RECORDED INFORMATION Block Start

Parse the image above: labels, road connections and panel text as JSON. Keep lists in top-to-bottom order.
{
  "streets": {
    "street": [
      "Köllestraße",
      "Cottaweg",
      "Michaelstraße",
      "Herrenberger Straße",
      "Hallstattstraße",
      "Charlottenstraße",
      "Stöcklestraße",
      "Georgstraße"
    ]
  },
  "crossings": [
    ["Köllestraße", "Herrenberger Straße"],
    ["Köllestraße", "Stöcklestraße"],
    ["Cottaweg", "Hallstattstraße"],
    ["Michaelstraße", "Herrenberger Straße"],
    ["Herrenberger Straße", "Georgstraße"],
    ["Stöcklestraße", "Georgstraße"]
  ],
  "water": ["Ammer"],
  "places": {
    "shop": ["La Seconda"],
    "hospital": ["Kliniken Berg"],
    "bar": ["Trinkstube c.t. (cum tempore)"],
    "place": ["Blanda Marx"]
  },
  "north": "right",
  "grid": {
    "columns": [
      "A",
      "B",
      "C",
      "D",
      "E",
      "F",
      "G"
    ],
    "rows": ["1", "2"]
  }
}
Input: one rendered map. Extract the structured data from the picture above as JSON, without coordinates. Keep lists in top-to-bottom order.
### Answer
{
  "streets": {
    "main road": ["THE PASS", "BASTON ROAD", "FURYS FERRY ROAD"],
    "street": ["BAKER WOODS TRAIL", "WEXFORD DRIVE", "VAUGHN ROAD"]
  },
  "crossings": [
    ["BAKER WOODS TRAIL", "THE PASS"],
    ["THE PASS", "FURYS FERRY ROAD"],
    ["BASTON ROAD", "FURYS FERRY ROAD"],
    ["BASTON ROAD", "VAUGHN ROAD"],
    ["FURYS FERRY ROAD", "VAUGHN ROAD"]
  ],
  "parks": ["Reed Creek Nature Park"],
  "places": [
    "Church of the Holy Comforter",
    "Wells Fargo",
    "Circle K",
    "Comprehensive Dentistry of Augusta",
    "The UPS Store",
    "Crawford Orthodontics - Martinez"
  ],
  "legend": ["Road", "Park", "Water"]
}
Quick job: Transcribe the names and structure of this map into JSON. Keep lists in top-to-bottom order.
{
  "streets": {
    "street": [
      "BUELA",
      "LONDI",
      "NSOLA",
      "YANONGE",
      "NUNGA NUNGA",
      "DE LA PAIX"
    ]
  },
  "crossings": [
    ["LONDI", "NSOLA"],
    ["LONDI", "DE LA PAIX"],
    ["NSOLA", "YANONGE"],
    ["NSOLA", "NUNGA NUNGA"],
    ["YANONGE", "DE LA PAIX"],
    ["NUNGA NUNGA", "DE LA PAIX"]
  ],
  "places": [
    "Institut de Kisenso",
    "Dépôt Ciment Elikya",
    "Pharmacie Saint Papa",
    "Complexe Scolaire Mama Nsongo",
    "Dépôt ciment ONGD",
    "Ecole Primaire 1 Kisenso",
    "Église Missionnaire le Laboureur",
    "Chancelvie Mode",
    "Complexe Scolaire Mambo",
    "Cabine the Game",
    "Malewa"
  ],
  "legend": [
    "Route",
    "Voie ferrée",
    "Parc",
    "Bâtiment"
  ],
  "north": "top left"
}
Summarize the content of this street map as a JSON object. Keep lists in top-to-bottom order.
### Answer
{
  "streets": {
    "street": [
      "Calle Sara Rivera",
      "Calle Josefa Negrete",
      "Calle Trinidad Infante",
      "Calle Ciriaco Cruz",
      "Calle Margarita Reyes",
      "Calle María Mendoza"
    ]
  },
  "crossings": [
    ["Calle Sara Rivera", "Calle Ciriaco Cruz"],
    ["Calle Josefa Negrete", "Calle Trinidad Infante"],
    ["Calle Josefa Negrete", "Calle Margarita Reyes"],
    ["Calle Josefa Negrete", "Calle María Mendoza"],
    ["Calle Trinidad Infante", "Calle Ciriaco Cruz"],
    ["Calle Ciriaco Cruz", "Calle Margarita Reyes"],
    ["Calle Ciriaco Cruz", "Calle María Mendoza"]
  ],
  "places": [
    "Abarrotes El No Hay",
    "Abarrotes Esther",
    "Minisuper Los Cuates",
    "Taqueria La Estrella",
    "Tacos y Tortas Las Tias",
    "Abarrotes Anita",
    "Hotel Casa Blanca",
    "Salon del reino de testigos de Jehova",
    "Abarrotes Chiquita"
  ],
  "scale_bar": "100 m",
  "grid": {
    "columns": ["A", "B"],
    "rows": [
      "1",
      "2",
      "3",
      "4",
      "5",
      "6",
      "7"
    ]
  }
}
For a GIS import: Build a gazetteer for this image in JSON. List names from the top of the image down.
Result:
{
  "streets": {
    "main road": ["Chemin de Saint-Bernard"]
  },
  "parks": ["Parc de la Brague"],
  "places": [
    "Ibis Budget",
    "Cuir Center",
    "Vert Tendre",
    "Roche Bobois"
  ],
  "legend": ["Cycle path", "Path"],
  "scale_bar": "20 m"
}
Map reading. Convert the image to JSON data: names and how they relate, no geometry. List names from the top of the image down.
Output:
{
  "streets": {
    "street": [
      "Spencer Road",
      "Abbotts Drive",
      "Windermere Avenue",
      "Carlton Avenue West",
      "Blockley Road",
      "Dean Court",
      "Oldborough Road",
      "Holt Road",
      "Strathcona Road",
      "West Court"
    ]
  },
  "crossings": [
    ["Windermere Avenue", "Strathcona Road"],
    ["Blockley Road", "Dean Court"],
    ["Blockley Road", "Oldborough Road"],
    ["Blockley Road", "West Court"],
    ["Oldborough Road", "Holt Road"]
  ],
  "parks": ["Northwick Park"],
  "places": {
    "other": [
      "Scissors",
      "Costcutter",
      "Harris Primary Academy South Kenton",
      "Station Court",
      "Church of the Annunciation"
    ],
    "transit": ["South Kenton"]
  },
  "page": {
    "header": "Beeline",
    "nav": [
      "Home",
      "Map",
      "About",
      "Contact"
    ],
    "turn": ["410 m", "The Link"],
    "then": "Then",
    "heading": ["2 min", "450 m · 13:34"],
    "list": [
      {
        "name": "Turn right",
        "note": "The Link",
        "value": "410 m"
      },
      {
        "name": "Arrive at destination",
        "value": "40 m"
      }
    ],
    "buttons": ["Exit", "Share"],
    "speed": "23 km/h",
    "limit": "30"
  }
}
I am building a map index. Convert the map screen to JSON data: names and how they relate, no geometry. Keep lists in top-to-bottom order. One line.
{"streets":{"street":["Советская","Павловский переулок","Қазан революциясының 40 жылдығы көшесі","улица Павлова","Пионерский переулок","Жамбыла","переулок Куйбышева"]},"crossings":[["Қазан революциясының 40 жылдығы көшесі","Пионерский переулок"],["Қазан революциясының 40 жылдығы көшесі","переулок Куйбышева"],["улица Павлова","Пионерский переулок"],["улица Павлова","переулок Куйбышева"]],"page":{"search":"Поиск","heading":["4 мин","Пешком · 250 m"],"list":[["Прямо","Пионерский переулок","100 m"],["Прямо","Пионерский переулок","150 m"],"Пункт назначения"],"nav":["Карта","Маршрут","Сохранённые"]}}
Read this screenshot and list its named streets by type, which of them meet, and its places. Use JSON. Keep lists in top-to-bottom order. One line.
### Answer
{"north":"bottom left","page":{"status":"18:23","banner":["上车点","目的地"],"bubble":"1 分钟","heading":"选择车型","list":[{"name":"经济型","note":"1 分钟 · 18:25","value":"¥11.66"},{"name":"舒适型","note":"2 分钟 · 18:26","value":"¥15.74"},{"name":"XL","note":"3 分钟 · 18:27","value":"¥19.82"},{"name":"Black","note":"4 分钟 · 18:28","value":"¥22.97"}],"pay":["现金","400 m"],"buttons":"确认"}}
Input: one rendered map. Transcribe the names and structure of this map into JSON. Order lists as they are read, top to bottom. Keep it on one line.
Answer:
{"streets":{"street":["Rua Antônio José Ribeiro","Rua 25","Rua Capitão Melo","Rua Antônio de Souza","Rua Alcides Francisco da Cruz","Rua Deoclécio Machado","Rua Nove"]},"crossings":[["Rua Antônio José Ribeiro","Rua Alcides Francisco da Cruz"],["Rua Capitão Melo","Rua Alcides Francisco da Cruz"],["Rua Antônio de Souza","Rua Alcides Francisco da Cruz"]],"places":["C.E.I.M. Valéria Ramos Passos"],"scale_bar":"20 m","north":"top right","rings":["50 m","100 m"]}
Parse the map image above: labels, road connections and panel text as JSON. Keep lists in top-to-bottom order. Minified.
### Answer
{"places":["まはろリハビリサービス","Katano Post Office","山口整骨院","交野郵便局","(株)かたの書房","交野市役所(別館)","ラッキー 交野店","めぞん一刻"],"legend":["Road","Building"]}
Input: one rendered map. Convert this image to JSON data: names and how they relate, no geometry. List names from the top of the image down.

RECORDED INFORMATION Block End

(PROBLEM STATEMENT) Each line holding the word "down" must be copied from the data.

(PROBLEM SOLUTION)
For a GIS import: Build a gazetteer for this image in JSON. List names from the top of the image down.
Map reading. Convert the image to JSON data: names and how they relate, no geometry. List names from the top of the image down.
Input: one rendered map. Convert this image to JSON data: names and how they relate, no geometry. List names from the top of the image down.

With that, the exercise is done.